* **Try it**: Restate the entries word for word, leaving nothing out.

Collected data entries
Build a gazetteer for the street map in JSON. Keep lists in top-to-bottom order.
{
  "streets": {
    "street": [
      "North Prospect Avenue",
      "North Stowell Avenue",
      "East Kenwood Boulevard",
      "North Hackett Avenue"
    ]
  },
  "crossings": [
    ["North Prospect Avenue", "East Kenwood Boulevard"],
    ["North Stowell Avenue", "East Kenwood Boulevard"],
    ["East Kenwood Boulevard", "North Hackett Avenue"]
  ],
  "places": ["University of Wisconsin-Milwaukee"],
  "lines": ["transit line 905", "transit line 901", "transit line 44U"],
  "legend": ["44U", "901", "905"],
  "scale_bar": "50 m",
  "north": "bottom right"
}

* **Response to the exercise**:
Build a gazetteer for the street map in JSON. Keep lists in top-to-bottom order.
{
  "streets": {
    "street": [
      "North Prospect Avenue",
      "North Stowell Avenue",
      "East Kenwood Boulevard",
      "North Hackett Avenue"
    ]
  },
  "crossings": [
    ["North Prospect Avenue", "East Kenwood Boulevard"],
    ["North Stowell Avenue", "East Kenwood Boulevard"],
    ["East Kenwood Boulevard", "North Hackett Avenue"]
  ],
  "places": ["University of Wisconsin-Milwaukee"],
  "lines": ["transit line 905", "transit line 901", "transit line 44U"],
  "legend": ["44U", "901", "905"],
  "scale_bar": "50 m",
  "north": "bottom right"
}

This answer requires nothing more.